Supermarket Tesco has admitted that it must “do better” in the UK after missing growth targets and seeing sales fall on a year ago.

The retail giant promised new products and services after revealing a 0.7 per cent drop in fourth-quarter UK like-for-like sales, excluding VAT and fuel.

Its fast-growing Asian business helped offset a tough domestic market, with Tesco reporting another year of record underlying profits – up 12.3 per cent to £3.8 billion in the year to February 26.

But new boss Philip Clarke, who took over from Sir Terry Leahy last month, said the UK performance was not good enough as it failed to keep up with rivals in areas such as clothing and electrical goods where sales dropped 3.3 per cent in the second half.
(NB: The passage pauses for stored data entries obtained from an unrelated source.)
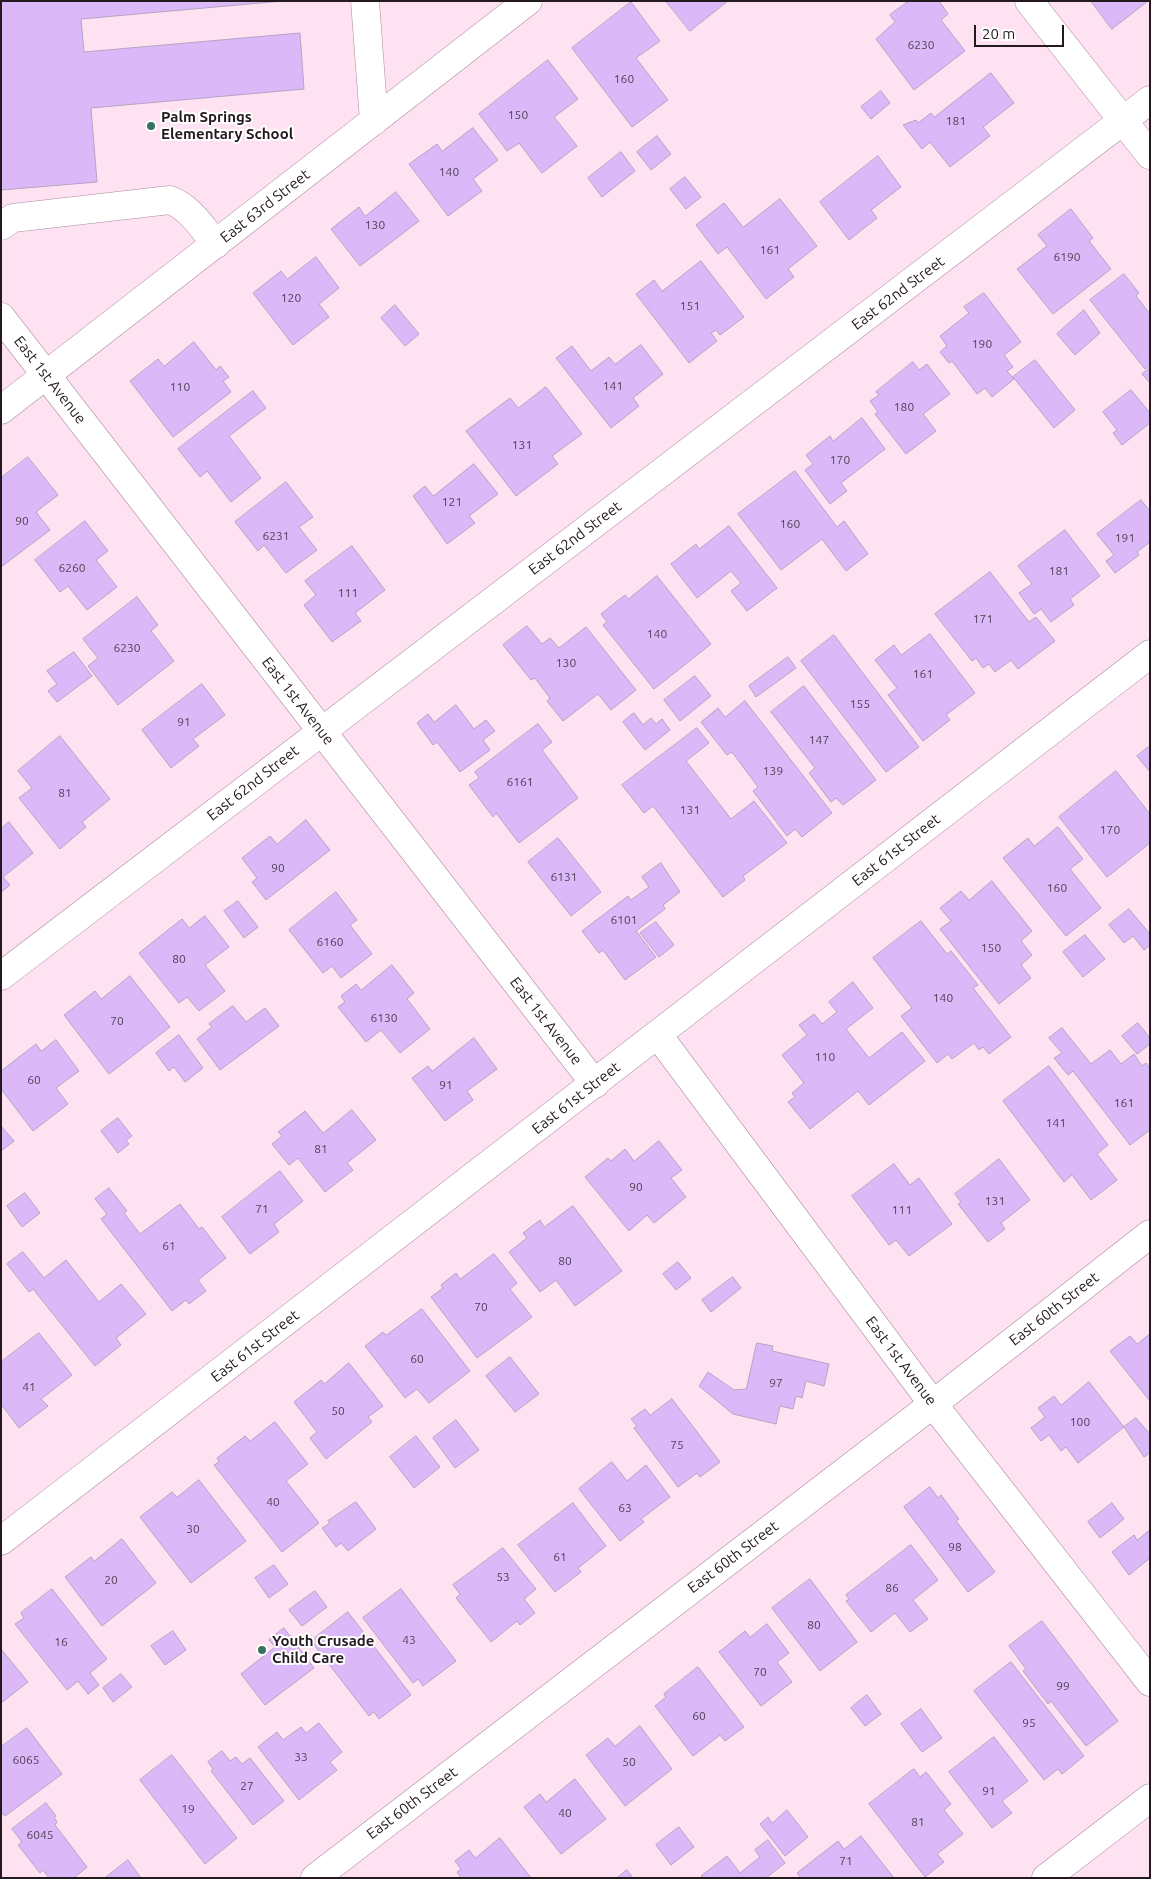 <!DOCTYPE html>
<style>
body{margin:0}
#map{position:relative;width:1151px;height:1879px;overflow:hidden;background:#fee2f2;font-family:Ubuntu,sans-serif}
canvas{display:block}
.frame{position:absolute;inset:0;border:2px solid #251920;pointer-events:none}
.scale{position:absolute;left:974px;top:25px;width:90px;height:22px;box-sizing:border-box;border:2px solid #251920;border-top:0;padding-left:6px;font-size:15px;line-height:18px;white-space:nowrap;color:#251920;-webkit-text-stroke:4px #fff;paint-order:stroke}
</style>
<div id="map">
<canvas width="1151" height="1879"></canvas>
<div class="frame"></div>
<div class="scale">20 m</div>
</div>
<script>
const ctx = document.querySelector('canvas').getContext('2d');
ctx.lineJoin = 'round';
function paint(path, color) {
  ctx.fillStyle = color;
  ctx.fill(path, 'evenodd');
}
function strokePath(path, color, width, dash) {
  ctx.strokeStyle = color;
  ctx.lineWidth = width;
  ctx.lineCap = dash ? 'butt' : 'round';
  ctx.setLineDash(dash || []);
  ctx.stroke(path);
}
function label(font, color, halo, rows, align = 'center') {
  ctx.font = font + ' Ubuntu,sans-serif';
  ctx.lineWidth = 4;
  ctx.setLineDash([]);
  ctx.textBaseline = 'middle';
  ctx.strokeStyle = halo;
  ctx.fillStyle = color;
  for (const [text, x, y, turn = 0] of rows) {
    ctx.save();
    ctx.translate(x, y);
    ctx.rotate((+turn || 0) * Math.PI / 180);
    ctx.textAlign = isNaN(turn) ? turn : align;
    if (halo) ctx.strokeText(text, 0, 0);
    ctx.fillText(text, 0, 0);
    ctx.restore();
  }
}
const building = new Path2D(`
 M1 1H283L81 19 84 52 300 33 304 89 91 108 97 182 1 190Z
 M666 1H728L690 31Z
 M909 1H939L948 14 941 20 965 51 914 90 876 39 895 22 890 15Z
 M1091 1H1148L1112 29Z
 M631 2 660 41 636 58 668 100 632 127 572 48Z
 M548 60 578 99 554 117 577 146 542 173 519 143 507 151 479 114Z
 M991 73 1014 103 983 127 990 136 950 167 930 142 922 149 903 125 916 120 918 123 931 113 934 117Z
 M881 91 890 103 871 119 861 107Z
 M473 128 498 160 473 179 482 191 448 216 409 164 437 144 442 151Z
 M657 136 671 154 651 170 637 152Z
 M621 152 635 171 602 197 588 178Z
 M878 156 901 187 871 210 877 218 849 240 820 202Z
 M685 177 701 197 686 209 670 189Z
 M396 192 419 221 360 266 331 229 359 207 365 216Z
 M780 199 817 246 788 269 794 277 766 299 727 247 718 254 696 225 724 203 743 227Z
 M1071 209 1093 238 1089 241 1111 269 1053 314 1017 269 1047 246 1038 235Z
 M316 257 339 288 319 304 329 317 293 345 253 293 281 271 287 279Z
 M701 261 744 317 720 335 716 330 711 333 717 341 689 363 636 294 654 280 662 291Z
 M1124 274 1139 293 1136 296 1150 314V365L1145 369 1090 300Z
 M984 293 1021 342 1004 355 1013 367 1007 371 1014 379 992 397 985 388 977 394 952 361 949 363 940 352 947 346 940 336 969 313 964 307Z
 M395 305 419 334 405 346 381 318Z
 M1084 310 1100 333 1075 355 1057 334Z
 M194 342 216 370 220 366 229 377 223 381 231 392 173 437 130 381 158 359 164 366Z
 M641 345 663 374 633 398 639 406 611 428 556 358 572 346 591 371 609 357 615 364Z
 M1035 360 1075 410 1054 428 1013 377Z
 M913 362 919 370 927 364 950 394 923 414 936 431 906 454 875 414 878 412 870 401 879 395 876 392Z
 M1150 368V383L1142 374Z
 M546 387 582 434 552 456 558 464 516 496 466 431 510 398 518 408Z
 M1131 390 1150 413V423L1122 445 1113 433 1117 430 1103 412Z
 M253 391 266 408 229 436 261 478 231 502 207 471 200 477 178 449Z
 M862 418 885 449 841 483 847 491 830 504 805 470 813 464 806 455 830 436 833 441Z
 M28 457 58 495 36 512 50 530 1 567V478Z
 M474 464 498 494 469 516 475 523 447 544 413 496 425 486 433 496Z
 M795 471 837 527 844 521 868 554 846 571 822 539 781 570 738 514Z
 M286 482 313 517 299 527 317 550 286 573 264 545 258 551 235 522Z
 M1141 500 1150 511V542L1137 552 1139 555 1115 573 1106 561 1114 555 1097 534Z
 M85 521 108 551 96 560 117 587 87 610 68 586 60 592 35 560Z
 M729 526 777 588 747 611 731 591 741 583 731 571 697 598 671 564 696 544 699 549Z
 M1065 530 1100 576 1070 599 1074 605 1051 622 1041 609 1034 614 1019 593 1032 584 1018 566Z
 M352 546 385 590 355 613 361 621 332 642 304 605 316 595 305 581Z
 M990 572 1029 622 1036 617 1055 641 1018 669 1011 660 995 672 989 664 983 668 976 658 972 661 935 614Z
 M657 576 711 644 654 689 603 625 607 622 601 614 625 595 628 599Z
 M137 597 158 625 151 631 174 661 118 705 88 666 98 658 83 639Z
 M527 626 542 644 550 638 559 648 586 627 636 690 611 710 598 694 563 721 547 701 550 698 535 678 531 680 503 645Z
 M930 634 975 693 946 715 950 720 923 741 888 695 897 688 875 660 894 645 901 655Z
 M834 635 919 747 886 772 801 661Z
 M74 652 92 676 57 702 48 691 57 684 47 671Z
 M788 657 796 668 756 697 749 686Z
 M695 676 711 696 680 721 664 700Z
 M202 684 225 715 193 739 199 746 171 768 142 730Z
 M804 686 876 780 843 805 836 798 831 802 809 773 815 768 771 712Z
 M745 701 832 813 802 837 795 829 787 836 753 791 758 787 732 752 727 755 701 722 718 708 725 717Z
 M456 705 474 729 486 720 495 731 483 740 490 750 460 772 437 742 433 745 417 723 428 714 434 722Z
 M634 713 643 725 651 718 656 724 662 719 670 730 645 750 623 722Z
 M538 724 552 742 542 750 578 798 519 843 496 813 493 817 469 785 479 778 475 772Z
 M697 728 709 743 686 761 731 819 754 801 787 843 743 876 745 880 723 897 653 806 644 813 622 785Z
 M60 736 110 799 82 822 86 827 60 849 19 798 32 788 18 771Z
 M1150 746V772L1137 756Z
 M1116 771 1150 814V843L1107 877 1059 817Z
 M306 820 330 850 266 900 252 882 257 878 242 858 270 836 277 844Z
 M9 822 33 853 3 877 10 885 1 892V829Z
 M1058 827 1083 859 1070 869 1101 908 1066 936 1003 858 1028 838 1034 846Z
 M558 838 601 892 571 916 528 862Z
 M661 863 680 892 663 905 665 909 636 931 656 957 625 980 603 950 599 953 582 931 628 896 631 900 649 887 642 877Z
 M992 881 1032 931 1021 941 1032 955 1021 965 1031 978 999 1004 940 929 951 921 940 908 961 891 969 900Z
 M336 892 357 920 350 925 372 954 341 978 332 966 323 973 289 930Z
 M238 901 258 927 244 938 224 911Z
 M1129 909 1150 934V945L1144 950 1133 936 1124 943 1109 925Z
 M205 916 229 947 205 965 225 991 199 1011 187 997 179 1003 139 953 182 919 189 928Z
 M921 921 947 954 951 951 978 985 973 988 1011 1037 989 1054 983 1047 979 1050 974 1043 952 1059 948 1054 937 1063 901 1016 912 1008 873 958Z
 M656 922 674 945 659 957 640 933Z
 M1085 935 1105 959 1083 977 1063 952Z
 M392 965 414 993 407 999 430 1029 400 1053 381 1030 366 1042 338 1007 345 1002 341 996 356 984 361 990Z
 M130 976 170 1027 109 1074 64 1015 95 991 101 999Z
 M853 982 873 1008 846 1029 869 1058 902 1032 925 1061 869 1105 858 1091 810 1129 788 1102 795 1097 792 1093 804 1083 782 1055 807 1035 799 1025 814 1014 822 1024 837 1012 829 1002Z
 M233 1006 246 1022 265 1008 279 1026 220 1070 197 1039 212 1027 209 1024Z
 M1138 1023 1150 1038V1044L1137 1054 1122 1036Z
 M1062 1028 1091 1064 1110 1050 1121 1064 1134 1054 1142 1066 1146 1063 1150 1068V1130L1130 1145 1073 1071 1068 1075 1054 1058 1062 1053 1049 1038Z
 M179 1035 203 1068 185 1082 174 1067 169 1071 156 1053Z
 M474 1038 497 1069 467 1091 473 1100 445 1121 412 1078 428 1066 432 1071Z
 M56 1040 79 1071 56 1088 68 1104 33 1131 1 1089V1071L36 1044 41 1051Z
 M1049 1066 1108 1145 1097 1154 1117 1180 1091 1200 1072 1175 1064 1182 1003 1101Z
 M352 1110 376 1140 347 1163 353 1170 325 1192 298 1158 289 1165 272 1144 282 1136 278 1132 305 1111 323 1133Z
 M118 1118 132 1136 126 1140 129 1144 118 1153 101 1131Z
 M1 1126 14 1141 1 1151Z
 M659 1141 682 1170 671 1178 686 1197 654 1223 647 1215 629 1231 585 1177 608 1158 611 1161 625 1149 634 1161Z
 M999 1159 1030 1200 1001 1223 1005 1229 988 1242 958 1204 961 1202 955 1194Z
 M894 1164 910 1185 919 1178 952 1224 909 1256 896 1240 889 1245 852 1196Z
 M280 1171 303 1201 274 1224 279 1232 250 1254 222 1217Z
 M109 1188 127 1211 124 1213 140 1234 180 1204 199 1229 202 1227 226 1258 198 1280 206 1291 189 1304 186 1300 172 1311 101 1219 107 1214 95 1199Z
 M25 1193 40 1213 22 1227 7 1206Z
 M573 1206 622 1271 575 1306 556 1280 540 1292 509 1252 527 1238 523 1233 540 1220 544 1227Z
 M23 1252 44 1278 66 1260 99 1302 121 1284 146 1314 116 1338 121 1345 95 1366 33 1289 29 1292 7 1264Z
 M494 1254 517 1283 510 1289 532 1317 477 1358 431 1297 443 1288 441 1285 456 1273 460 1279Z
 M678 1262 691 1278 676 1290 663 1274Z
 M733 1277 741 1288 711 1312 702 1300Z
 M422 1309 470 1371 429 1403 417 1389 405 1398 365 1346 383 1332 386 1335Z
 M39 1333 72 1375 41 1399 48 1406 19 1428 1 1404V1362Z
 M1150 1334V1401L1110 1351 1130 1336 1137 1344Z
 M757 1343 773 1346 772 1351 829 1364 824 1386 806 1381 802 1398 796 1396 793 1409 780 1406 776 1424 733 1414 699 1386 708 1372 734 1390 746 1389Z
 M510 1357 539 1394 515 1412 486 1376Z
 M349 1363 383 1406 368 1417 372 1422 326 1459 310 1438 317 1432 294 1402 321 1380 324 1384Z
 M1089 1382 1124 1427 1078 1463 1066 1447 1061 1451 1049 1435 1041 1441 1031 1428 1045 1417 1038 1408 1054 1396 1061 1405Z
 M672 1399 720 1462 700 1477 697 1473 678 1487 634 1428 637 1426 631 1419 645 1409 650 1415Z
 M1136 1418 1150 1434V1453L1144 1457 1124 1427Z
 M456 1420 479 1450 455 1468 433 1438Z
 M275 1422 308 1464 286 1481 319 1523 282 1552 214 1465 219 1462 217 1458 245 1436 250 1441Z
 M416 1436 440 1467 414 1488 390 1457Z
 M612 1462 627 1481 646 1465 670 1497 641 1519 644 1522 620 1541 579 1489Z
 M199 1480 246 1541 191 1583 140 1517 172 1492 177 1497Z
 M930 1487 938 1498 941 1495 959 1519 956 1521 995 1572 968 1592 904 1507Z
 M356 1502 376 1529 348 1551 341 1543 336 1547 322 1528 330 1523 328 1521Z
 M573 1503 606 1546 578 1568 581 1572 555 1592 518 1545Z
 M1112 1503 1124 1519 1100 1538 1088 1522Z
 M1150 1530V1558L1129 1575 1112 1552 1134 1535 1137 1540Z
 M122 1539 156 1583 102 1626 65 1577 91 1557 94 1561Z
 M911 1545 938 1580 913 1600 928 1619 910 1632 895 1613 871 1632 846 1601 849 1599 846 1595Z
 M503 1548 536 1589 524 1599 535 1613 520 1625 517 1621 491 1642 456 1598 460 1594 453 1585Z
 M274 1565 288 1584 269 1598 255 1578Z
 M810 1579 857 1642 820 1671 772 1608Z
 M52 1589 107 1659 90 1673 99 1685 88 1694 78 1681 67 1690 15 1624 24 1618 21 1613Z
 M401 1589 456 1661 423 1686 418 1679 413 1683 363 1618Z
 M315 1591 327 1607 302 1626 289 1610Z
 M348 1612 411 1695 379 1719 374 1712 369 1716 311 1641Z
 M1042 1621 1118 1721 1086 1746 1051 1701 1048 1704 1023 1671 1026 1669 1009 1646Z
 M767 1624 789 1653 777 1662 792 1682 761 1706 719 1652 745 1631 750 1637Z
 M284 1628 314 1668 265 1705 241 1674 275 1647 269 1640Z
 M173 1631 186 1650 165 1665 151 1646Z
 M1 1649 28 1682 1 1703Z
 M1011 1662 1084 1756 1062 1774 1058 1769 1044 1780 974 1691Z
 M698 1667 744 1727 725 1741 720 1735 693 1756 655 1706 666 1697 664 1694Z
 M121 1674 132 1687 113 1702 103 1688Z
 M867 1695 881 1714 865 1726 851 1708Z
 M921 1709 942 1738 922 1752 901 1724Z
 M319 1723 342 1752 330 1762 337 1770 299 1800 258 1747 277 1732 283 1740 301 1727 306 1733Z
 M640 1726 672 1769 625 1806 586 1755 608 1738 615 1746Z
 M27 1728 62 1774 5 1816 1 1812V1747Z
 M994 1737 1028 1781 1002 1801 1012 1813 992 1828 949 1772Z
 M222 1751 230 1761 236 1757 242 1764 250 1758 284 1801 253 1825 211 1771 213 1769 208 1762Z
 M172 1755 237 1838 205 1864 140 1780Z
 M914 1769 920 1777 926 1772 951 1804 944 1810 963 1834 937 1854 944 1862 925 1877 869 1804Z
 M575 1779 606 1819 561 1854 524 1807 540 1794 546 1802Z
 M46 1803 56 1816 54 1817 57 1822 55 1825 87 1867 74 1878H49L43 1870 40 1873 18 1845 22 1842 12 1829Z
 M787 1810 808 1837 785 1856 760 1824 768 1817 772 1823Z
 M679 1827 694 1847 671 1865 656 1845Z
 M861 1836 894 1878H801L797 1873 838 1841 844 1849Z
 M500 1838 531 1878H461L457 1872 461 1869 455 1861 469 1850 475 1858Z
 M768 1840 785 1863 766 1878H703L701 1876 727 1856 740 1873 760 1857 755 1850Z
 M128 1860 141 1878H105Z
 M627 1870 633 1878H617Z`);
paint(building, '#dbb9f9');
strokePath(building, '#b3a4c1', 1);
const minor = new Path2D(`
 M365 1 374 121
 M1029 1 1150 155
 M1 226 13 218 170 200C191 208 202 228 216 244
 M1 317 595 1084
 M1 410 528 1
 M1 976 1150 100
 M658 1035 933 1404 1150 1682
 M1 1541 1150 654
 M315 1878 933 1404 1150 1234
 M1046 1878 1150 1798`);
strokePath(minor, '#aa8b9d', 29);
strokePath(minor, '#fff', 28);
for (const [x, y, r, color] of [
 [151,126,5,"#357360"],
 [262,1650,5,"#357360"]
]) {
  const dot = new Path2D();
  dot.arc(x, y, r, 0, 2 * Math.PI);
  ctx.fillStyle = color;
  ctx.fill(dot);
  strokePath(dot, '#fff', 2);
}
label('12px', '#524156', null, [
 ["6230",921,45],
 ["160",624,79],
 ["150",518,115],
 ["181",956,121],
 ["140",449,172],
 ["130",375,225],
 ["161",770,250],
 ["6190",1067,257],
 ["120",291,298],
 ["151",690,306],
 ["190",982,344],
 ["141",613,386],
 ["110",180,387],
 ["180",904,407],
 ["131",522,445],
 ["170",840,460],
 ["121",452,502],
 ["90",22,521],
 ["160",790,524],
 ["6231",276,536],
 ["191",1125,538],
 ["6260",72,568],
 ["181",1059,571],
 ["111",348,593],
 ["171",983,619],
 ["140",657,634],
 ["6230",127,648],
 ["130",566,663],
 ["161",923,674],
 ["155",860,704],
 ["91",184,722],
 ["147",819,740],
 ["139",773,771],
 ["6161",520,782],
 ["81",65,793],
 ["131",690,810],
 ["170",1110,830],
 ["90",278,868],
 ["6131",564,877],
 ["160",1057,888],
 ["6101",624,920],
 ["6160",330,942],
 ["150",991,948],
 ["80",179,959],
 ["140",943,998],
 ["6130",384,1018],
 ["70",117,1021],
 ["110",825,1057],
 ["60",34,1080],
 ["91",446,1085],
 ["161",1124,1103],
 ["141",1056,1123],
 ["81",321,1149],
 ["90",636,1187],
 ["131",995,1201],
 ["71",262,1209],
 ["111",902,1210],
 ["61",169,1246],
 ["80",565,1261],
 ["70",481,1307],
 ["60",417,1359],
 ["97",776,1383],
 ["41",29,1387],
 ["50",338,1411],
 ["100",1080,1422],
 ["75",677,1445],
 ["40",273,1502],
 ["63",625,1508],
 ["30",193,1529],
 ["98",955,1547],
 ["61",560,1557],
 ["53",503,1577],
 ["20",111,1580],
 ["86",892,1588],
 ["80",814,1625],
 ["43",409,1640],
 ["16",61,1642],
 ["70",760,1672],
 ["99",1063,1686],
 ["60",699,1716],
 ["95",1029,1723],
 ["33",301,1757],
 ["6065",26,1760],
 ["50",629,1762],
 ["27",247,1786],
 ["91",989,1791],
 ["19",188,1809],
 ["40",565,1813],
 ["81",918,1822],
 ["6045",40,1835],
 ["71",846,1861]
]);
label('bold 15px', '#251920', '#fff', [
 ["Palm Springs",161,117],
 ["Elementary School",161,134],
 ["Youth Crusade",272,1641],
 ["Child Care",272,1658]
], 'left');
label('15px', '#251920', '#fff', [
 ["East 63rd Street",265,206,-38],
 ["East 62nd Street",898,293,-37],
 ["East 1st Avenue",50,380,52],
 ["East 62nd Street",575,538,-37],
 ["East 1st Avenue",298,701,52],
 ["East 62nd Street",253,783,-38],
 ["East 61st Street",896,850,-38],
 ["East 1st Avenue",546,1021,52],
 ["East 61st Street",576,1098,-38],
 ["East 60th Street",1054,1309,-38],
 ["East 61st Street",255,1346,-38],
 ["East 1st Avenue",901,1361,53],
 ["East 60th Street",733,1557,-37],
 ["East 60th Street",412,1803,-37]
]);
</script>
He said: “We didn’t achieve our planned growth in the year and this was only partly attributable to the deterioration in the consumer environment during the second half.

“We can do better and we are taking action in key areas – for example, to drive a faster rate of product innovation and to improve the sharpness of our communication to customers.”

The fourth-quarter sales fall marks the first such dip into negative territory for nearly two years.

Mr Clarke vowed to up Tesco’s game as part of a six-point plan and said the group would have to tap into a trend for far more cautious consumer spending.

Tesco said trading would remain challenging, particularly on non-essential items.